Un flash spécial annonça finalement une attaque surprise envers le centre qui proposait un remède pour les mutants qui voulaient devenir normaux. Mystique entendit, comme les autres, le discours froidement colérique de Magneto, et vit en direct l'explosion du bâtiment. Quand Magneto, dans toute sa grandeur, tourna les yeux vers les caméras, elle eut l'impression qu'il la regardait elle, et elle du retenir un sourire satisfait. Elle observa avec intérêt, cependant, les quelques élèves qui peinaient à ne pas avoir l'air admiratif du travail de Magneto.

C'était toujours intéressant quand des élèves de Charles finissaient par rejoindre les rangs de la confrérie.

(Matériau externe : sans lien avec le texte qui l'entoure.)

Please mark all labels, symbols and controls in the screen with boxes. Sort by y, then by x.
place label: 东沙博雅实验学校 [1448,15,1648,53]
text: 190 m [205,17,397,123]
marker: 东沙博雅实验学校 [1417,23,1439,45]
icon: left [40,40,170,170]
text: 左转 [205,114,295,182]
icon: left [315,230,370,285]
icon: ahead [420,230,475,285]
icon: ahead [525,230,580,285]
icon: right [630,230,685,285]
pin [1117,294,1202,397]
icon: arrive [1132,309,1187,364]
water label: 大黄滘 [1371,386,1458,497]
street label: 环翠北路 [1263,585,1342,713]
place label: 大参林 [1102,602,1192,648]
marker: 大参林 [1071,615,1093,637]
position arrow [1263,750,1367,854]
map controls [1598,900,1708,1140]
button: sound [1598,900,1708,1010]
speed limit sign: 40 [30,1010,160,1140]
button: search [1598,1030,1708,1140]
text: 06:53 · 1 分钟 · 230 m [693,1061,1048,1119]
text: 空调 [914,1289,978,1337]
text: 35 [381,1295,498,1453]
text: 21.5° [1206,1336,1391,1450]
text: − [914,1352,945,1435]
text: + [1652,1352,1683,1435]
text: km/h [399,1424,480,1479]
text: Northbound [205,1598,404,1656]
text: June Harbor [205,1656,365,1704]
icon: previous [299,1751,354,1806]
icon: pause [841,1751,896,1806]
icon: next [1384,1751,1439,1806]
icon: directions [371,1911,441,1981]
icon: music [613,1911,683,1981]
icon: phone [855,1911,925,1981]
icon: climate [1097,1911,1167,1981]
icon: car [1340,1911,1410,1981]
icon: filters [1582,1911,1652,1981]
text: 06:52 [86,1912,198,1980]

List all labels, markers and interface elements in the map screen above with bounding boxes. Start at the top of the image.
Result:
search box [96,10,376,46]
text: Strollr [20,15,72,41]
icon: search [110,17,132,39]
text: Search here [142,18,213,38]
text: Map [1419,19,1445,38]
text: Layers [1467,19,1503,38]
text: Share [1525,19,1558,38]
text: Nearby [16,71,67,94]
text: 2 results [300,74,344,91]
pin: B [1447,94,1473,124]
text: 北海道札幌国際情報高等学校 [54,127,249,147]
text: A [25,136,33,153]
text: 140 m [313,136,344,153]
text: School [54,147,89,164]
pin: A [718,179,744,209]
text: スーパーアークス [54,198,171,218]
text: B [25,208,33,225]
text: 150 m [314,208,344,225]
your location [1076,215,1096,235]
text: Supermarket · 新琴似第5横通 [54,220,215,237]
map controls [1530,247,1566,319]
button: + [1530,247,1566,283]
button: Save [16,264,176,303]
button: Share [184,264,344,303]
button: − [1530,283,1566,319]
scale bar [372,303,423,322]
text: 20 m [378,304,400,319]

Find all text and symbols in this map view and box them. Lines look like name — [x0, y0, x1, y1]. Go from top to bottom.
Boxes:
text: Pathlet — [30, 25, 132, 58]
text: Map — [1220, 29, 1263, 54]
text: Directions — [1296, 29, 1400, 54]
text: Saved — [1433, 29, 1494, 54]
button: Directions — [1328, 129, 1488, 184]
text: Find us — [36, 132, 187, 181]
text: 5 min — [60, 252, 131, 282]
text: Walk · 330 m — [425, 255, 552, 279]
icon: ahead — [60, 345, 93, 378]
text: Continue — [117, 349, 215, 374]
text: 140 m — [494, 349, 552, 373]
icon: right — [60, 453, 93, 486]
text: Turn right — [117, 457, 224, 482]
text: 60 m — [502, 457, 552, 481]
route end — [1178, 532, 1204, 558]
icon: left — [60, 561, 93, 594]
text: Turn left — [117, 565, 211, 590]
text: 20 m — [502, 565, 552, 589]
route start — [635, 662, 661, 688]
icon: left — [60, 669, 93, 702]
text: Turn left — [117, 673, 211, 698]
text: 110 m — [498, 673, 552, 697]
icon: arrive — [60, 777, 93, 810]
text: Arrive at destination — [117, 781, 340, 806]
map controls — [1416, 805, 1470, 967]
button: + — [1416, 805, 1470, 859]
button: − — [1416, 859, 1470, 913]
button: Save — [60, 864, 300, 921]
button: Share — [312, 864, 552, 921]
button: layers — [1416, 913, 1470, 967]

La plupart gardait un souvenir respectueux de leur ancien mentor, même s'ils déploraient tous son optimisme aveugle. Magneto aimait beaucoup ce genre de recrues, de manière générale, même s'il cachait très bien son favoritisme à tous – sauf à Mystique, bien sur.

Plus tard dans la soirée, les X-Men rentrèrent avec un petit garçon dans leur ombre. Mystique se retira dans sa chambre, et se demanda si elle devait se réjouir pour tous ceux qui ne seraient pas touchés par cette maudite concoction, ou furieuse d'avoir été une victime.

Tard dans la nuit, un bruit sourd la réveilla. Quand elle ouvrit les yeux, cependant, personne n'était dans la pièce. Il y avait en revanche une feuille de papier, brulée sur les côtés, à côté de sa lampe de chevet.

« Plus personne ne sera touché, Mystique. Tes mérites ne sont pas oubliés, et notre victoire ce soir sera en ton nom. M. »

Charles avait raison. Il ne l'avait pas oubliée.

Mystique sanglota misérablement jusqu'à l'aube.


Le temps passa, et avec un mélange d'effroi et de résignation, Mystique se rendit compte qu'elle s'habituait de nouveau à la mansion, aux nouvelles règles et aux nouveaux gens. Elle était tombée, malgré elle, dans une routine. Elle se levait le matin, s'habillait, se brossait vaguement les cheveux, descendait courir dans le parc, à la lisière de la forêt, et revenait déjeuner quand elle était presque sûr que chacun était déjà en train d'étudier. Elle s'enfermait ensuite dans sa chambre jusqu'en milieu d'après-midi, où elle descendait pour voir Henry et les autres enfants, qui prenaient toujours soin de lui amener des choses à manger. Le soir, elle restait dans la salle commune ou le salon avec les étudiants les plus âgés, sans leur parler, les observant simplement. Parfois, elle montait jusque dans la chambre de Charles, et ils parlaient. Jamais du passé, ou de leurs opinions sur les mutants, mais ils parlaient, et c'était étrange et familier.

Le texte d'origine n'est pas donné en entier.